Today I was doing some craft, trying yet again to make a glitter and resin tumbler.
It’s my fourth time. Actually, fifth, if you count the time I tried to make my nieces some tumblers (they were my first attempts and were umm… something).
While I was sanding the tumbler and getting cranky looking for lumps and bumps everywhere (sigh), I had a few realisations:
- My need for perfection in craft gives me anxiety.
- My anxiety means that I don’t enjoy what I’m doing.
- No one said I had to enjoy resin tumblers.
- No one is expecting perfection from me.
- I shouldn’t let anxiety steal my joy.
- I’ve whinged about this on my blog multiple times already.
Ultimately, I realised I’ve completely lost my way with crafting.
I’ve forgotten why I do it.
I started with craft because I wanted to make gifts for people. I wanted to personalise things, and in my own way, show them that I love and appreciate them.

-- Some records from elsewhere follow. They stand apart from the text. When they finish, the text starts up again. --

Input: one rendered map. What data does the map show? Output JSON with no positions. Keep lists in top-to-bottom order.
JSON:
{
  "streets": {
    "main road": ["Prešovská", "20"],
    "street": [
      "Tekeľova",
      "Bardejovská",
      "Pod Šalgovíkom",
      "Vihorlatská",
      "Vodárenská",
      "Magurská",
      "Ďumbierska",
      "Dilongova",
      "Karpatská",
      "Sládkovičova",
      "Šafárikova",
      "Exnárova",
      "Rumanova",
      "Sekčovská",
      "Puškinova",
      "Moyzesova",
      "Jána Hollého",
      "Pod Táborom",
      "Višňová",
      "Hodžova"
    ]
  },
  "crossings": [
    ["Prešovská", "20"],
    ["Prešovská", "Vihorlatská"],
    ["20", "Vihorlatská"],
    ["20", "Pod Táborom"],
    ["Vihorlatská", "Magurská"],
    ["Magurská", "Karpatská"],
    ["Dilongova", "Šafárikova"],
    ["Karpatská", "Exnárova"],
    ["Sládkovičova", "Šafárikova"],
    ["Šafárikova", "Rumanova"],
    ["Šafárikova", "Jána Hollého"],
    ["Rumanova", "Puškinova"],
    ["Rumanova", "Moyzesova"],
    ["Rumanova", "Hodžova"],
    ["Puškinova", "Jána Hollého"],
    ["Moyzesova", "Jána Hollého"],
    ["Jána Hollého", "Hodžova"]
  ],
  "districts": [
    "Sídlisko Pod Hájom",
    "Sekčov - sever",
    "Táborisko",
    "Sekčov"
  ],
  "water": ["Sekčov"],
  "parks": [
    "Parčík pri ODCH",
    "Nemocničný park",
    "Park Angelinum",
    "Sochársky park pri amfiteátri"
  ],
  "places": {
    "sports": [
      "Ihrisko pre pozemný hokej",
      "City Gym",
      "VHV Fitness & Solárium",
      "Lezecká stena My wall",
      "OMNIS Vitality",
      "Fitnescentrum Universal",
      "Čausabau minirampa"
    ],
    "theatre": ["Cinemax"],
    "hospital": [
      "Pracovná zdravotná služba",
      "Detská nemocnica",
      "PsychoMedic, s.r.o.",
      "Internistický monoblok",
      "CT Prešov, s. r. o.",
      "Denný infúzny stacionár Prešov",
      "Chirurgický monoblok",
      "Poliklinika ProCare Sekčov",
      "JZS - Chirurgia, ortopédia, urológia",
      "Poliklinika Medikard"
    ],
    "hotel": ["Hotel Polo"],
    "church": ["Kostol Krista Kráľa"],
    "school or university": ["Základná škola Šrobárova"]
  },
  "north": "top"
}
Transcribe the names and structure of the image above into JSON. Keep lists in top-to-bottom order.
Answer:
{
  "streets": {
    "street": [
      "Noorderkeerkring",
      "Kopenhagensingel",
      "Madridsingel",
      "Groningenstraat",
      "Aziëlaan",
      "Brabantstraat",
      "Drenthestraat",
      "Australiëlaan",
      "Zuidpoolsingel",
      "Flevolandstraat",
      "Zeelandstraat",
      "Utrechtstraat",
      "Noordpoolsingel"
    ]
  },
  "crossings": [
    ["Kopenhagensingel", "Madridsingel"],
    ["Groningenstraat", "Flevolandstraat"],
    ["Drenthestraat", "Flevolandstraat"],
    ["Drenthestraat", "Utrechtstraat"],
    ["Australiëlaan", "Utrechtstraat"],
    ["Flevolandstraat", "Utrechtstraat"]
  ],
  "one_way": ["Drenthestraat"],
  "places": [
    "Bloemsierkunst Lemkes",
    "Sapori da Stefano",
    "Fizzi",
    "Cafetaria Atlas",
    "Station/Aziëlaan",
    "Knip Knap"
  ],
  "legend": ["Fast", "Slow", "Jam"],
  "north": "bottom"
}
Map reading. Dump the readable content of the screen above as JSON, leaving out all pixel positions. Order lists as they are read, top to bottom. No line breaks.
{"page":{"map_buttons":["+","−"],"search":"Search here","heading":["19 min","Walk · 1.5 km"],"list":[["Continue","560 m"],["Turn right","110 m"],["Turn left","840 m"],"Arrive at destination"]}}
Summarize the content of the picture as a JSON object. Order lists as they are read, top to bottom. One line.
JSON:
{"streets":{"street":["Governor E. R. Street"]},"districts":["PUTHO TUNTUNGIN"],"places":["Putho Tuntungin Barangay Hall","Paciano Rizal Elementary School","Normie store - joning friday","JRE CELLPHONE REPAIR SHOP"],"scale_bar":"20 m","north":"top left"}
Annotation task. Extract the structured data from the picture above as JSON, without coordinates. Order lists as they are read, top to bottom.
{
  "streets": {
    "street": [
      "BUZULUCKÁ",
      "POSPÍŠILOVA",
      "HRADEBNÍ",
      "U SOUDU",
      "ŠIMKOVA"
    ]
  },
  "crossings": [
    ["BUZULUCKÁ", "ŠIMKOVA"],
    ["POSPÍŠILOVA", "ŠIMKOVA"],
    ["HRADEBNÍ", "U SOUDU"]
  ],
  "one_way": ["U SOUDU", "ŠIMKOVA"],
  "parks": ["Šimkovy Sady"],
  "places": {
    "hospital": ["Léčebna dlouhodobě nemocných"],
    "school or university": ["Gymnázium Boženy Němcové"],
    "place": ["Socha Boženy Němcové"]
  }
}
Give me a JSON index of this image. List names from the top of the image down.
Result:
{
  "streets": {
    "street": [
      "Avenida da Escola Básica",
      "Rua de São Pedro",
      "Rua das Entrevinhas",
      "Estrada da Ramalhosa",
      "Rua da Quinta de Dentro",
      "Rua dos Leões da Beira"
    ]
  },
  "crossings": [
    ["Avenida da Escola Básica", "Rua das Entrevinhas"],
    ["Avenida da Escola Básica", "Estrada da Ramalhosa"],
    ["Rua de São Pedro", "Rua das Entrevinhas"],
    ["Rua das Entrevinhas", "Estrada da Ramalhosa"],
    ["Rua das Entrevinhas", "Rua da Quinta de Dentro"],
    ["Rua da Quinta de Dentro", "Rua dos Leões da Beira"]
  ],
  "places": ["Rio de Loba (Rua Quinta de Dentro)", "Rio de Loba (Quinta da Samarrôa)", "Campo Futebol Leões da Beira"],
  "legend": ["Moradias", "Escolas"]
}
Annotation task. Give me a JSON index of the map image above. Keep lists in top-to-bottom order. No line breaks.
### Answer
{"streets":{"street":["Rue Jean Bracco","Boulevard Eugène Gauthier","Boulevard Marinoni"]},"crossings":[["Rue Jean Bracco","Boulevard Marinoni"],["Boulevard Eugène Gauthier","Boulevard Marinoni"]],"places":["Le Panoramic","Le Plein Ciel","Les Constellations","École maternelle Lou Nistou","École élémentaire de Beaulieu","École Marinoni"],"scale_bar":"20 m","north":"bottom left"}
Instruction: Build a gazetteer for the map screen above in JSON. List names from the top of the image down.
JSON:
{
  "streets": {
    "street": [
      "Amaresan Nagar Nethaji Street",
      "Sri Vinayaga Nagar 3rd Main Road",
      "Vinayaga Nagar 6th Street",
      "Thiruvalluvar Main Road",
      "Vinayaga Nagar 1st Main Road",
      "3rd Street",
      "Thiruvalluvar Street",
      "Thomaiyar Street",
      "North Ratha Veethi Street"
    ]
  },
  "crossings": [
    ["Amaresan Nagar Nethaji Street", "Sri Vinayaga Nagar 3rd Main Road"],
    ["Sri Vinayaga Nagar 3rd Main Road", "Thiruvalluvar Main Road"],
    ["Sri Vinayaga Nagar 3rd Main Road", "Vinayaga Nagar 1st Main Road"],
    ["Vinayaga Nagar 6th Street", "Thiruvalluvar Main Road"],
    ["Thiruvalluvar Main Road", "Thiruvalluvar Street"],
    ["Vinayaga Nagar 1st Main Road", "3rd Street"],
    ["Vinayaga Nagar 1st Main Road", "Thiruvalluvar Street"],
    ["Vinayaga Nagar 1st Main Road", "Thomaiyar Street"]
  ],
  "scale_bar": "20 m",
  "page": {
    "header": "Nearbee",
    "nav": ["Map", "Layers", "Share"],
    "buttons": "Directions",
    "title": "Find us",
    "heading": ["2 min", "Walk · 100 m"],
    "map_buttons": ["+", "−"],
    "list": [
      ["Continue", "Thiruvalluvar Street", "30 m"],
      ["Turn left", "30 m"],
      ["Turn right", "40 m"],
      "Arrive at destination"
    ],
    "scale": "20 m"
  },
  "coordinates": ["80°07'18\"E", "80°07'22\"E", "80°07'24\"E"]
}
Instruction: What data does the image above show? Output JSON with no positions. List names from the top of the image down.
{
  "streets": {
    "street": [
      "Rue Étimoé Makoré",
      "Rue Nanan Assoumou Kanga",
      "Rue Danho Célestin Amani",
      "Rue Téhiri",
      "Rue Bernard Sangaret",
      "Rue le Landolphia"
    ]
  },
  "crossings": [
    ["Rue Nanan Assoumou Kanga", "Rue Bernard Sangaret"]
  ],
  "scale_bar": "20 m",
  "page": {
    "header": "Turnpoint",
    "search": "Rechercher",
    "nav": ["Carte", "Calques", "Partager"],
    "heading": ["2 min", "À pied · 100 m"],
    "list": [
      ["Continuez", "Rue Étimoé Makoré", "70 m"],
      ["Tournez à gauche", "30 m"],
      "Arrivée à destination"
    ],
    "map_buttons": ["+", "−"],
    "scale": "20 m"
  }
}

I truly believe in “it’s the thought that counts”.
When I receive gifts from people that they’ve made me, not once have I ever turned them over, looking for imperfections. That’s an asshole thing to do, right?
I’m not an asshole.
And neither are my friends and family.
So… let’s kick out the anxiety brain that’s lying to me. The voice that’s telling me that the project that I spent hours on isn’t good enough, or that they won’t like it.
I need to shift the narrative in my brain. I need to look at my project, the project that I spent hours on, and be excited about the gift.
I need to be excited for the moment that I get to show it to them, and say “look, I made this for you!”
Be gone, anxiety. You’re not stealing my joy, not today, Satan.
Instead, I’m going to stand back, look at what I’ve done, and be proud that I chose to spend my time celebrating loved ones. I’m going to think about how I’m so lucky to have those types of people around me to celebrate.
And I’m going to remember that I’m a work in progress. It’s why I created the 52-in-52 goal to celebrate imperfectionism.
No matter how this project turns out, I did good.
I’m not an asshole, and neither are they.
Have you ever made someone something handmade and then almost talked yourself out of giving it to them? Or have you ever received something handmade? How did you feel when you received it?
Update:
After I wrote this post, I went and cleaned the bathroom, and wrote some updates in my planner.
Then I went back and looked at the tumbler, drying on the turning device.
What a difference 30 minutes makes, along with writing a cranky blog post to get my thoughts out of my head.
I can now see that if someone gave that to me, I would be stoked. Sure, I can see the imperfections in it, but they are insignificant compared to the rest of it. I truly am now excited to gift this to someone!
To you, thanks for reading my cranky posts, and I promise that my next one will be much happier than this!